### Recorded information
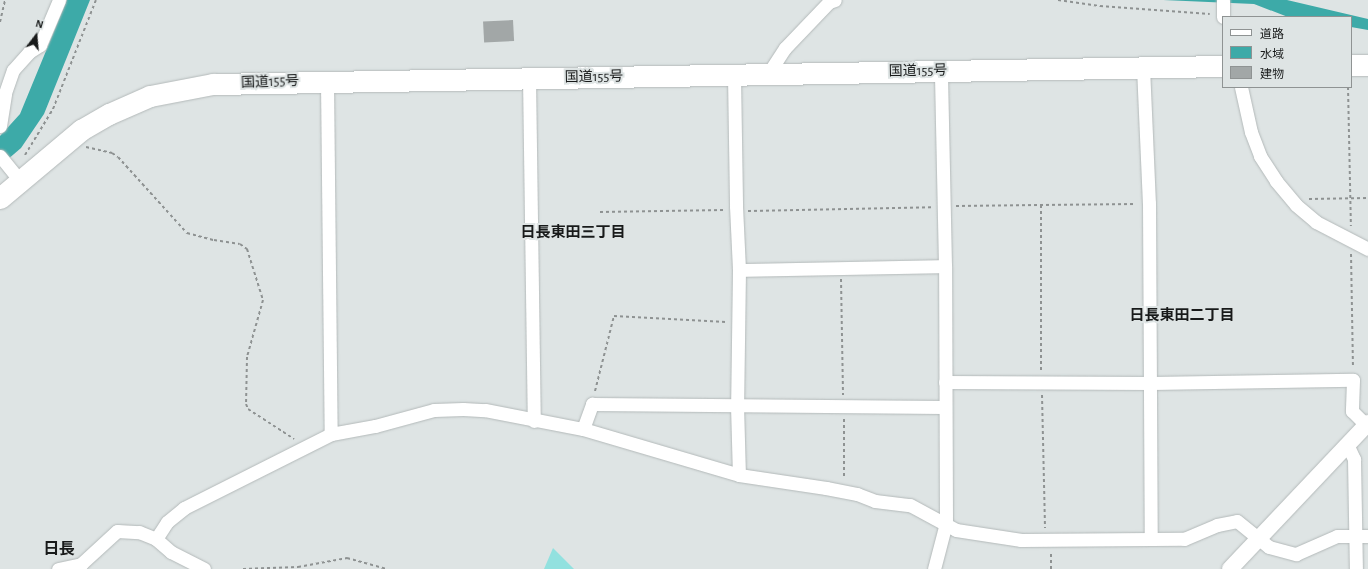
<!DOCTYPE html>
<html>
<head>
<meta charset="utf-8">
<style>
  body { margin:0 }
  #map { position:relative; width:1368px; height:569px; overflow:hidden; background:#dee4e4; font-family:"Alegreya Sans","Noto Sans JP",sans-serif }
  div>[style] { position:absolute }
  .green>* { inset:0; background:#92e1df }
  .water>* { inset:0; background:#3daaa8 }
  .building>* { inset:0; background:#a2a7a7; transform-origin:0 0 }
  .path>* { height:2px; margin-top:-1px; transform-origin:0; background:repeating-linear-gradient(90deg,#8e9292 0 3px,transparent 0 6px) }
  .roads { filter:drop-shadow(0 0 1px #b3b9b9) drop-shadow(0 0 1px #b3b9b9) }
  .minor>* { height:13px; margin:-6.5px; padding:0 6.5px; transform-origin:6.5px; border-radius:6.5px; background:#fff }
  .tertiary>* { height:16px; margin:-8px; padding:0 8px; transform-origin:8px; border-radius:8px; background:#fff }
  .trunk>* { height:21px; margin:-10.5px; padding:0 10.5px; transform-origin:10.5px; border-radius:10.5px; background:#fff }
  span { translate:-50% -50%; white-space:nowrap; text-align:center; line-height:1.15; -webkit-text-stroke:4px #dee4e4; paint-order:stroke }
  .street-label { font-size:14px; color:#181a1a }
  .neighbourhood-label { font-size:15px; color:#181a1a; font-weight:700 }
  .quarter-label { font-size:16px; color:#181a1a; font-weight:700 }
  .legend { position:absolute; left:1222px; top:16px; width:130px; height:72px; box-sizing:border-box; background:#dee4e4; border:1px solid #8f9393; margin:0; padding:5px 7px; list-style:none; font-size:12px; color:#181a1a }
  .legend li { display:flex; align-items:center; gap:8px; height:20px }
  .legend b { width:20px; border:1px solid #8f9393 }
  .north { position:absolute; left:16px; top:16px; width:40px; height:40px; -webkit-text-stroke:3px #dee4e4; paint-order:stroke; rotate:16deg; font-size:11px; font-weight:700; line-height:16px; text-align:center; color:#181a1a }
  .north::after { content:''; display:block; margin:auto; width:14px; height:18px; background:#181a1a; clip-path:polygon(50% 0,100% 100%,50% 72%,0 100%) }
</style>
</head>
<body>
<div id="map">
  <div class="green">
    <i style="clip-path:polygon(553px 548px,574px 569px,544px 569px)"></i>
  </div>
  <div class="water">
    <i style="clip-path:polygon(67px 0,90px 0,44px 114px,21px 148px,0 166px,0 136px,20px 114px)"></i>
    <i style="clip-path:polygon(1163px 0,1287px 0,1368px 19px,1368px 30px,1351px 27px,1351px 17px,1288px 17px,1254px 4px)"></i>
  </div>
  <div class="building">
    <i style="left:513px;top:20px;width:21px;height:30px;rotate:87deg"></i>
  </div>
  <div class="path">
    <i style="left:1058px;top:0;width:42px;rotate:8.1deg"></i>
    <i style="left:1100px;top:6px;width:110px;rotate:4.2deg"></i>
    <i style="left:0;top:22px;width:23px;rotate:-77deg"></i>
    <i style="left:1348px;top:87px;width:139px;rotate:88.8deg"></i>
    <i style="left:86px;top:147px;width:27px;rotate:13deg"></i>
    <i style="left:112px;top:153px;width:7px;rotate:34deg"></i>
    <i style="left:118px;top:157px;width:103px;rotate:47.8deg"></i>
    <i style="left:187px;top:233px;width:28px;rotate:15deg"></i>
    <i style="left:214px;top:240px;width:26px;rotate:9deg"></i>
    <i style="left:240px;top:244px;width:9px;rotate:36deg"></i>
    <i style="left:247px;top:249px;width:53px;rotate:72.6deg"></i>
    <i style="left:263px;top:300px;width:59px;rotate:105.7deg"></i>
    <i style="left:247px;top:357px;width:47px;rotate:91.2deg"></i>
    <i style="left:246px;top:404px;width:5px;rotate:68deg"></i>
    <i style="left:248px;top:409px;width:55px;rotate:33.1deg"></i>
    <i style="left:25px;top:155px;width:54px;rotate:-58.7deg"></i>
    <i style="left:53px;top:109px;width:117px;rotate:-68.5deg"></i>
    <i style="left:1309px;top:199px;width:59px;rotate:-1deg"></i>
    <i style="left:1041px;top:205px;width:165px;rotate:90deg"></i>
    <i style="left:956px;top:206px;width:180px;rotate:-0.6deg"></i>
    <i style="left:748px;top:211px;width:184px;rotate:-1.2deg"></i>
    <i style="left:600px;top:212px;width:124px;rotate:-0.9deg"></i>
    <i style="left:1351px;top:254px;width:114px;rotate:89deg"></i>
    <i style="left:841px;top:279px;width:116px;rotate:89deg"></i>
    <i style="left:595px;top:391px;width:77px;rotate:-75.8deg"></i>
    <i style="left:614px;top:316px;width:112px;rotate:3.1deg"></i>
    <i style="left:1042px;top:395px;width:133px;rotate:88.7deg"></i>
    <i style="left:844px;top:419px;width:60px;rotate:90deg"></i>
    <i style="left:243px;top:569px;width:55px;rotate:-2.1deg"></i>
    <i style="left:298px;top:567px;width:50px;rotate:-10.4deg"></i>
    <i style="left:347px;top:558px;width:41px;rotate:15.4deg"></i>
    <i style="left:1051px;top:569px;width:16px;rotate:-90deg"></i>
  </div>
  <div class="roads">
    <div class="minor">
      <i style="left:1223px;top:0;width:17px;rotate:90deg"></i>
      <i style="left:1143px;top:67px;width:136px;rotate:87.5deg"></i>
      <i style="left:1149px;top:203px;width:335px;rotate:89.7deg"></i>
      <i style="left:768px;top:74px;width:31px;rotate:-57deg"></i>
      <i style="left:785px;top:48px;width:64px;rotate:-46.3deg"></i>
      <i style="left:829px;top:2px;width:6px;rotate:-18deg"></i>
      <i style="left:734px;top:75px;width:131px;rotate:89.1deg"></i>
      <i style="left:736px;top:206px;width:64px;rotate:87.3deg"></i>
      <i style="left:739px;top:270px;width:135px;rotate:90.8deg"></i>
      <i style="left:737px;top:405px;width:70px;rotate:88.4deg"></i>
      <i style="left:529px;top:77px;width:344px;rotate:89.2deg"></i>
      <i style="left:327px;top:81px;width:353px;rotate:89.4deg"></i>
      <i style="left:1241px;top:87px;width:46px;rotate:77.5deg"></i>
      <i style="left:1251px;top:132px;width:26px;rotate:69deg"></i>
      <i style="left:1260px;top:156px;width:30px;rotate:57deg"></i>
      <i style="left:1276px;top:181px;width:31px;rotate:50deg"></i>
      <i style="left:1296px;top:205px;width:26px;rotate:40deg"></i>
      <i style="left:1316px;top:222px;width:59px;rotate:27.4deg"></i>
      <i style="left:0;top:126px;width:33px;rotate:-81deg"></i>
      <i style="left:5px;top:93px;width:24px;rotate:-71deg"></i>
      <i style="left:13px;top:70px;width:24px;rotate:-48deg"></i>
      <i style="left:29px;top:52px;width:13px;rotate:-32deg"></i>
      <i style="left:40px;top:45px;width:49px;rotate:-67.1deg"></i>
      <i style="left:0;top:156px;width:32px;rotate:51deg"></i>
      <i style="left:739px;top:270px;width:206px;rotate:-1.1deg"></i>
      <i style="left:945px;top:382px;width:206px;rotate:0.3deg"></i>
      <i style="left:1151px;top:383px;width:202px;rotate:-0.9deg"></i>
      <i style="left:1353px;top:380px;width:31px;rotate:92deg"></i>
      <i style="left:1352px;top:411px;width:20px;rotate:45deg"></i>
      <i style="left:583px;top:429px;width:27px;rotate:-70deg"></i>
      <i style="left:592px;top:404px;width:352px;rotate:0.5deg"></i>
      <i style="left:1347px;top:444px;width:17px;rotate:65deg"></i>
      <i style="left:1354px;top:459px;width:110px;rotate:89deg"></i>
      <i style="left:156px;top:539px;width:20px;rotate:-57deg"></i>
      <i style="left:167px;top:522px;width:22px;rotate:-39deg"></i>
      <i style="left:184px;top:508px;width:165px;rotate:-26.7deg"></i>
      <i style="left:331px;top:434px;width:45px;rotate:-10.3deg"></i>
      <i style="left:375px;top:426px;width:61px;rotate:-15.2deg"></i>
      <i style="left:434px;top:410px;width:29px;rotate:-2deg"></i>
      <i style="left:463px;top:409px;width:22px;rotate:3deg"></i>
      <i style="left:485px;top:410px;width:100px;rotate:11deg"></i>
      <i style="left:583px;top:429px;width:163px;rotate:16.4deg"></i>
      <i style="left:739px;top:475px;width:88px;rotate:8.5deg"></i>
      <i style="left:826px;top:488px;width:32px;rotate:11deg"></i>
      <i style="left:857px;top:494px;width:19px;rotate:21deg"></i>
      <i style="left:875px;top:501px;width:35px;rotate:7deg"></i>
      <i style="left:910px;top:505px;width:52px;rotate:28.5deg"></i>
      <i style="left:956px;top:530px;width:66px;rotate:8.7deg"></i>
      <i style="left:1021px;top:540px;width:163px;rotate:-0.4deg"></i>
      <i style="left:1184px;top:539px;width:36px;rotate:-23deg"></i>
      <i style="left:1217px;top:525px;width:20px;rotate:-11deg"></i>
      <i style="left:1237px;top:521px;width:41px;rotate:39.1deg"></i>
      <i style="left:1269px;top:547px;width:28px;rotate:15deg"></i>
      <i style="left:1296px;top:554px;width:45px;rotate:-23.7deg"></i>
      <i style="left:1337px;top:536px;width:31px"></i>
      <i style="left:58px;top:569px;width:24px;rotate:-12deg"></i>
      <i style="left:81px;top:564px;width:49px;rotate:-42.5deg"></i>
      <i style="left:117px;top:531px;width:22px;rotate:3deg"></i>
      <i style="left:139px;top:532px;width:18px;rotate:22deg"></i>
      <i style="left:156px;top:539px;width:20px;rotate:41deg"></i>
      <i style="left:171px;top:552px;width:37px;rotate:27deg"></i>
      <i style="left:934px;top:569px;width:48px;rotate:-75.4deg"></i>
      <i style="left:946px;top:523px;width:257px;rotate:-90.2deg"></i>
      <i style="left:945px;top:266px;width:195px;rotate:-91.2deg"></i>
    </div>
    <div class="tertiary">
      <i style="left:1230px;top:569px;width:201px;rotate:-46.6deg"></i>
    </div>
    <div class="trunk">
      <i style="left:1351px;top:65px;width:17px"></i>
      <i style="left:0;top:198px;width:106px;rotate:-40deg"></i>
      <i style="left:81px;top:130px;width:32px;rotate:-30deg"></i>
      <i style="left:109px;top:114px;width:45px;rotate:-23.7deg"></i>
      <i style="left:150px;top:96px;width:64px;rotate:-10.8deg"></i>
      <i style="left:213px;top:84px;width:1010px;rotate:-1.02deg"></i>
    </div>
  </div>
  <div class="street-label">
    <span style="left:918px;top:71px;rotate:-1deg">国道155号</span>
    <span style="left:594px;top:77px;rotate:-1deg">国道155号</span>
    <span style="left:270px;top:82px;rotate:-2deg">国道155号</span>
  </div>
  <div class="neighbourhood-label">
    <span style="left:573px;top:233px">日長東田三丁目</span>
    <span style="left:1182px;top:316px">日長東田二丁目</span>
  </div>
  <div class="quarter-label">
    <span style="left:59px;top:549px">日長</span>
  </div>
  <ul class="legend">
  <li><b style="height:5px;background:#fff"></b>道路</li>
  <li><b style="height:11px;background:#3daaa8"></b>水域</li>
  <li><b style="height:11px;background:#a2a7a7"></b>建物</li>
  </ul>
  <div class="north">N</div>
</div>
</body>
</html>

### What is required
From the opening line of the entries above to the line that holds "filter:drop-shadow(0 0 1px", inclusive, reproduce each line exactly and omit any picture.

### Problem solution
<!DOCTYPE html>
<html>
<head>
<meta charset="utf-8">
<style>
  body { margin:0 }
  #map { position:relative; width:1368px; height:569px; overflow:hidden; background:#dee4e4; font-family:"Alegreya Sans","Noto Sans JP",sans-serif }
  div>[style] { position:absolute }
  .green>* { inset:0; background:#92e1df }
  .water>* { inset:0; background:#3daaa8 }
  .building>* { inset:0; background:#a2a7a7; transform-origin:0 0 }
  .path>* { height:2px; margin-top:-1px; transform-origin:0; background:repeating-linear-gradient(90deg,#8e9292 0 3px,transparent 0 6px) }
  .roads { filter:drop-shadow(0 0 1px #b3b9b9) drop-shadow(0 0 1px #b3b9b9) }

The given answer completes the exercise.